◆ REQUIRED ACTION
Where the word "index" occurs in a line of the data, return the whole line.

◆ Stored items
---
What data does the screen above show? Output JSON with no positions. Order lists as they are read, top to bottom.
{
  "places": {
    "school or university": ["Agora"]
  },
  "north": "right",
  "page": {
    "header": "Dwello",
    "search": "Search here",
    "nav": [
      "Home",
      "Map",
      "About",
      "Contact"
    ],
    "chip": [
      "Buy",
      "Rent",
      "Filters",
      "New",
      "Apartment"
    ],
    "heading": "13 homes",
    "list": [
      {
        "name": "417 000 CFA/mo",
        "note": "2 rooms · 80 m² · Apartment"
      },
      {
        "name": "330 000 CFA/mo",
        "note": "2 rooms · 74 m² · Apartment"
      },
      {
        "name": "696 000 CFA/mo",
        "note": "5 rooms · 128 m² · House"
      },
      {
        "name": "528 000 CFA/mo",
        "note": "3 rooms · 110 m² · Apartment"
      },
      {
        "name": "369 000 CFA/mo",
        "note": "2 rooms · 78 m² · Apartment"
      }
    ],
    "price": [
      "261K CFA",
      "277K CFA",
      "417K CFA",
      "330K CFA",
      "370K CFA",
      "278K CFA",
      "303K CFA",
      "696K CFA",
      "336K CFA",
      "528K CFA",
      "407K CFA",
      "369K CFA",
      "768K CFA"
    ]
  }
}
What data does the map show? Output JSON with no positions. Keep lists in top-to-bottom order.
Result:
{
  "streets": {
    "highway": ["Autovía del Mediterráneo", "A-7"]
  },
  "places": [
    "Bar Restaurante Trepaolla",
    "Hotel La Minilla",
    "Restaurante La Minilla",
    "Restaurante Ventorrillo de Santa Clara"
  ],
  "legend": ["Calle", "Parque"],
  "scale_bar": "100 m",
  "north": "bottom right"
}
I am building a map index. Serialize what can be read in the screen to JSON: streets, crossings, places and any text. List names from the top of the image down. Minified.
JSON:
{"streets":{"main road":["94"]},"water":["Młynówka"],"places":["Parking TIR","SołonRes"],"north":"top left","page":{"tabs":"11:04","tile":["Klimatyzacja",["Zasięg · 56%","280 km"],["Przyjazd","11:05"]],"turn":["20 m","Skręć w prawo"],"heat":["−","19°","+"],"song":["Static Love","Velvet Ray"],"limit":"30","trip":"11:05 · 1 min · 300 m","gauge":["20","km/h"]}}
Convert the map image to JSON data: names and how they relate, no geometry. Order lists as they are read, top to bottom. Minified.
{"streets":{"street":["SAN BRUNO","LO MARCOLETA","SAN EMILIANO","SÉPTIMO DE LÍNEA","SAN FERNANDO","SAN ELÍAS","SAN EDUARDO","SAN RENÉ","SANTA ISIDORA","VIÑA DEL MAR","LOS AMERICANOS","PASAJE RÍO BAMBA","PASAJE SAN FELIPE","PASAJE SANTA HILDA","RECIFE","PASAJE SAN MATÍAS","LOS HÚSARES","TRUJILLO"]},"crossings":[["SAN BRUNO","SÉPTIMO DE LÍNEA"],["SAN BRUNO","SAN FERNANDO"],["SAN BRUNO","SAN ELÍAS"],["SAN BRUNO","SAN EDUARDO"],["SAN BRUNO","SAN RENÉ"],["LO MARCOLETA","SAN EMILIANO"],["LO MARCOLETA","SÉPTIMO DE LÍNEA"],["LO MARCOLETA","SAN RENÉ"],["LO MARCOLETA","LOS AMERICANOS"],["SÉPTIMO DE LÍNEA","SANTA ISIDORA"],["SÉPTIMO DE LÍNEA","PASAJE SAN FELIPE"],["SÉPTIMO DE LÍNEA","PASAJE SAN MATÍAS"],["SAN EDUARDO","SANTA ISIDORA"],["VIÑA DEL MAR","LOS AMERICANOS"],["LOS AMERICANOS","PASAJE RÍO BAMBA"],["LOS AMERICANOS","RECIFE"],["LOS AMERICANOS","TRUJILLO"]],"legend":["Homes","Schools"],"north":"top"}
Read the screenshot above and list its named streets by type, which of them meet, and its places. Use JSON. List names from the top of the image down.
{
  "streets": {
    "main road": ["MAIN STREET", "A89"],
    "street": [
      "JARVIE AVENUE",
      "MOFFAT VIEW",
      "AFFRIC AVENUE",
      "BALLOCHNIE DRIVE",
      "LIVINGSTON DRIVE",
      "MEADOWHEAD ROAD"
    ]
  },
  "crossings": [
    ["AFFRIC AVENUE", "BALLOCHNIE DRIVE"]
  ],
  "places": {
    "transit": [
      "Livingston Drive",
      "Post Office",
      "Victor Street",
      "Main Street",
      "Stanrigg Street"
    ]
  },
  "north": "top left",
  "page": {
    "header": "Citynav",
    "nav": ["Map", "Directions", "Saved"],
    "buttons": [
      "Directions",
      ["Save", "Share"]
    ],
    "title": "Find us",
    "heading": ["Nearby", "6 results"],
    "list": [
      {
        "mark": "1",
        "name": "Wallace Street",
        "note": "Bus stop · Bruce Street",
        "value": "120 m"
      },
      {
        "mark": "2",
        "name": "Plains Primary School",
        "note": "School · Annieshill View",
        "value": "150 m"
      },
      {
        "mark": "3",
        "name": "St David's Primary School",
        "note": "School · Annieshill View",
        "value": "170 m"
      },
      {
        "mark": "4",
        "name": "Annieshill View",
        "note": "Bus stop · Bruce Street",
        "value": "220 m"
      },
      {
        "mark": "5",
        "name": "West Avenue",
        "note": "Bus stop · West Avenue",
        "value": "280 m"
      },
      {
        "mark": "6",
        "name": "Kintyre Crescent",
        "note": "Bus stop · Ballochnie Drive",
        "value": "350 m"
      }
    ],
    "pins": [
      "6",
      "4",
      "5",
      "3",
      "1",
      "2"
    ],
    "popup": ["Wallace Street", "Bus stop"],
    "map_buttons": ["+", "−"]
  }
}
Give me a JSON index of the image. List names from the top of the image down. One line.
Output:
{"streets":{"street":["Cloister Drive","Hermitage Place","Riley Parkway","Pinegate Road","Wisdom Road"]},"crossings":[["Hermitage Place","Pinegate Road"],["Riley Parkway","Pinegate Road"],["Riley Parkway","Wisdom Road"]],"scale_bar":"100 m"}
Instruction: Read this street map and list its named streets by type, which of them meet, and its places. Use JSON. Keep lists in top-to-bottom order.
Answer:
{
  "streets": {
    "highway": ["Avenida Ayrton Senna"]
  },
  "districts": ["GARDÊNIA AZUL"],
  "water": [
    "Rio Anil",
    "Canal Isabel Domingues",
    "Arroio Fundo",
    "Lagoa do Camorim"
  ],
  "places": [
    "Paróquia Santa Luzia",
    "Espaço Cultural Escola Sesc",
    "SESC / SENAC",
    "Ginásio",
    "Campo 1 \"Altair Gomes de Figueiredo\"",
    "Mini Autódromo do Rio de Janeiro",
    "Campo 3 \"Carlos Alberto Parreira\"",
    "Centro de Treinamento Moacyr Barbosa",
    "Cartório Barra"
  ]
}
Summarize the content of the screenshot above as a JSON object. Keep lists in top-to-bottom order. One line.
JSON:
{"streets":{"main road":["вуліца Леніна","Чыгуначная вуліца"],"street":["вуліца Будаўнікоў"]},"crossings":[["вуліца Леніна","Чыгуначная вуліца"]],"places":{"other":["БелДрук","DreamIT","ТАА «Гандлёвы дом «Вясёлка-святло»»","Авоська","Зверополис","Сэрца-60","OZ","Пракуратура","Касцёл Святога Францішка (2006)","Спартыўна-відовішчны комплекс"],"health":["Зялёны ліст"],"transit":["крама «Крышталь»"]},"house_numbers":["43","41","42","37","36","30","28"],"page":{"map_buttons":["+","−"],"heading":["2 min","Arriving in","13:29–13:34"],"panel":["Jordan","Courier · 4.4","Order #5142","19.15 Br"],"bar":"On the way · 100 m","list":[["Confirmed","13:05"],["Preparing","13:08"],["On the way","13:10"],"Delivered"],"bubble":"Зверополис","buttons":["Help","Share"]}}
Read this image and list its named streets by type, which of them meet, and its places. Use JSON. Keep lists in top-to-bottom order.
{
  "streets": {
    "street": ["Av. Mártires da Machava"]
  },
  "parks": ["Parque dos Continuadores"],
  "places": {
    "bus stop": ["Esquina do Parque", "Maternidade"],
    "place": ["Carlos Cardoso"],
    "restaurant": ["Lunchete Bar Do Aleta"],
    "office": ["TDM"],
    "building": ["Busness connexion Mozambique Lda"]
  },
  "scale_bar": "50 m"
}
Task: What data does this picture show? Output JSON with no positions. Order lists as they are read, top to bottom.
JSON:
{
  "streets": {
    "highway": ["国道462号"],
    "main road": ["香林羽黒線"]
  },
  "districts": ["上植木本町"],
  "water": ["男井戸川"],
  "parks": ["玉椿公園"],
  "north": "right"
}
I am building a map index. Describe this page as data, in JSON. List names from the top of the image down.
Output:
---
◆ SOLUTION TO THIS PROBLEM
I am building a map index. Serialize what can be read in the screen to JSON: streets, crossings, places and any text. List names from the top of the image down. Minified.
Give me a JSON index of the image. List names from the top of the image down. One line.
I am building a map index. Describe this page as data, in JSON. List names from the top of the image down.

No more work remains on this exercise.